What does ISO 20121 involve?

ISO 20121 provides a framework for understanding the negative social, economic and environmental impacts on your operations. Once these impacts have been measured and understood they can then be removed or reduced. The standard helps businesses to make improvements to their venue selection, transport, recycling and reuse of materials. It allows and encourages businesses to promote healthy, sustainable lifestyles and create employment opportunities. ISO 20121 also gives companies guidance on their communications, planning and supply chain management.

The steps towards being certified are:

  • Gap analysis

This is an optional pre-assessment stage where you think about how your event management system compares to the ISO 20121 requirements. It allows you to know what areas might need attention before the formal assessment.

  • Formal assessment

Firstly it is checked that your business has developed the procedures and controls necessary for ISO 20121 accreditation. If areas are found where your organisation falls short you will be told where you need to improve. If the requirements are there, it is then checked that they are all operating to a good enough standard for certification. Certification lasts three years. During this time your organisation will be regularly checked to ensure that improvement is maintained.

Who's signed up?

ISO 20121 was part-initiated by the London Olympic and Paralympics organisers, who were among the first to implement the standard in 2012. The Weymouth and Portland National Sailing Academy (WPNSA) who hosted the 2012 Olympic sailing events, used the standard and reported cost savings of 15% on waste management and electricity usage. This in turn enhanced their international reputation. John Tweed, CEO of WPNSA said

“Our venue demonstrates a clear commitment to sustainability through a robust management system. Now that we meet the requirements of an internationally recognised standard, we believe that this independent certification will help us attract more corporate functions and sailing regattas from those seeking to integrate sustainability into their supply chain.”

​​Plaza Athénée Bangkok (A Royal Meridien Hotel) was the first hotel in the world to be ISO 20121 certified. Since beginning the initiative they have reduced electricity consumption by 9.4%, water by 5%, and paper by 4.9% each year. “Carbon footprint profiling revealed a 47% reduction in printer ink consumption and a 25% reduction in plastic bottle use.”

What steps can be made for ISO 20121 to be more actionable?

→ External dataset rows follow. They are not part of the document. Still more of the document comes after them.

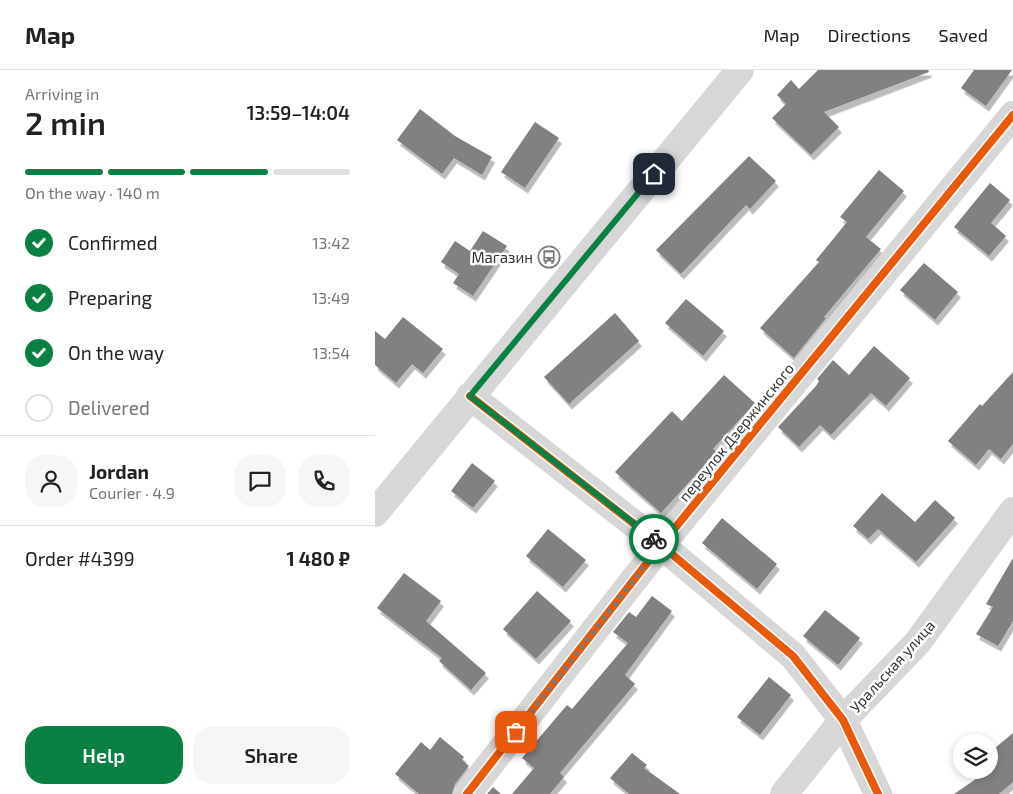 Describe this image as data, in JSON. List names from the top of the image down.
{
  "streets": {
    "street": ["переулок Дзержинского", "Уральская улица"]
  },
  "places": {
    "bus stop": ["Магазин"]
  },
  "page": {
    "header": "Map",
    "nav": ["Map", "Directions", "Saved"],
    "heading": ["2 min", "Arriving in", "13:59–14:04"],
    "panel": [
      "Jordan",
      "Courier · 4.9",
      "Order #4399",
      "1 480 ₽"
    ],
    "bar": "On the way · 140 m",
    "list": [
      ["Confirmed", "13:42"],
      ["Preparing", "13:49"],
      ["On the way", "13:54"],
      "Delivered"
    ],
    "buttons": ["Help", "Share"]
  }
}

On the official website for ISO 20121, it’s written,

“most organisations are already doing up to 70% of what the standard requires. Hence achieving ISO 20121 may not require any radical change but is likely to require the adoption of new practices.”

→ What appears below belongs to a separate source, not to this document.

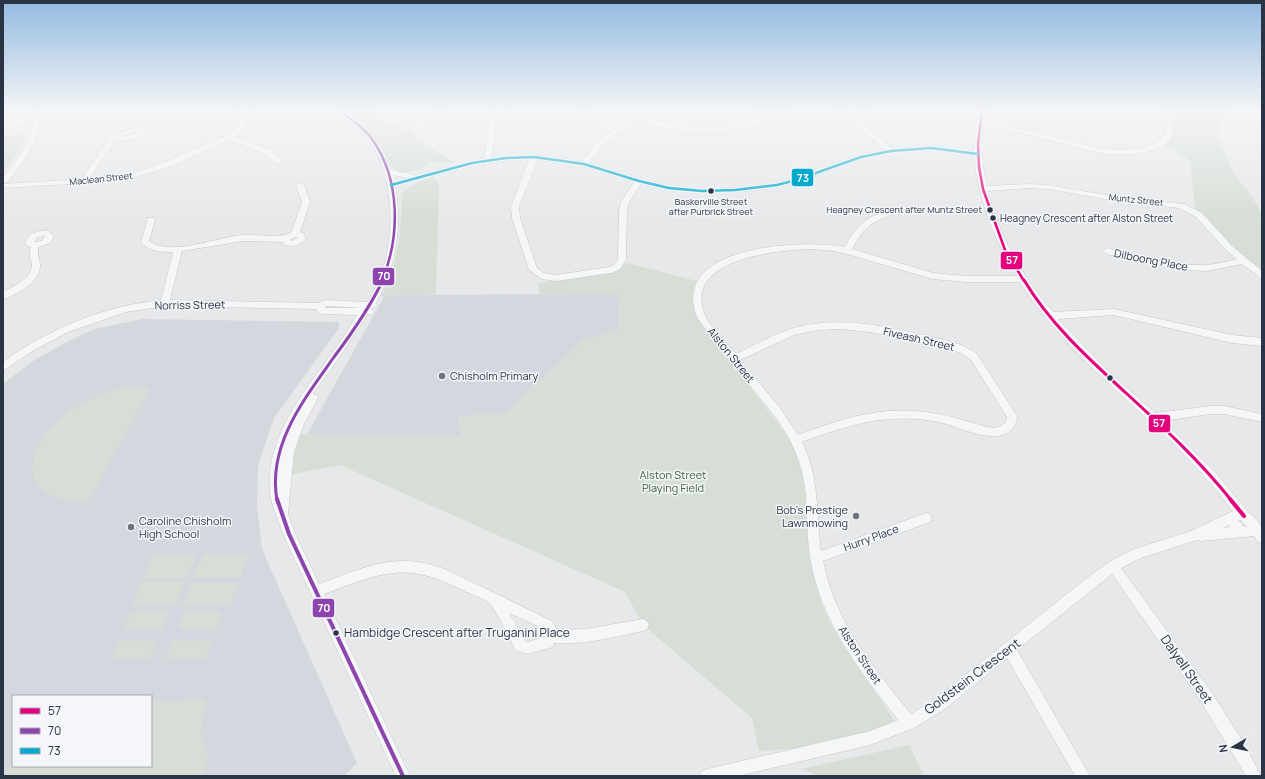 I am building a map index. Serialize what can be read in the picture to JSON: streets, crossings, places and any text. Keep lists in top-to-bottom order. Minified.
{"streets":{"street":["Maclean Street","Muntz Street","Dilboong Place","Norriss Street","Fiveash Street","Alston Street","Hurry Place","Dalyell Street","Goldstein Crescent"]},"crossings":[["Muntz Street","Dilboong Place"],["Fiveash Street","Alston Street"],["Alston Street","Hurry Place"],["Alston Street","Goldstein Crescent"],["Dalyell Street","Goldstein Crescent"]],"parks":["Alston Street Playing Field"],"places":["Baskerville Street after Purbrick Street","Heagney Crescent after Muntz Street","Heagney Crescent after Alston Street","Chisholm Primary","Bob's Prestige Lawnmowing","Caroline Chisholm High School","Hambidge Crescent after Truganini Place"],"lines":["transit line 57","transit line 70","transit line 73"],"legend":["57","70","73"],"north":"left"}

This makes me wonder if ISO 20121 really goes far enough. We’ve got a lot of work left to do to tackle climate change, it’s certainly not just a matter of putting in 30% more effort. They say ISO 20121 does not require radical change but surely radical change is exactly what is required to move towards a sustainable future. I wonder whether the accreditation puts a little too much emphasis on the reputational gains associated with it and creates a situation where with very little effort, events can be labelled as “sustainable”. There seems to be too much focus on winning new business and making long term economic returns by showing off your certification rather than actually trying to improve the sustainability of your organisation. This isn’t to say the ISO 20121 is worthless, it can be an effective catalyst encouraging businesses to reflect on their operations and how they impact the communities and environments around them. It is very necessary that every business pays attention to their relationship to sustainability and works to find ways of working that are better for people and the planet. Perhaps ISO 20121 would be more impactful when combined with a net zero pledge or other similar commitment? Or perhaps a workshop on measuring event emissions could make the standard more relevant?

The ISO 20121 website also says

“In time, demonstrating compliance to ISO 20121 is likely to become a minimum requirement for anyone wishing to operate in the events industry”.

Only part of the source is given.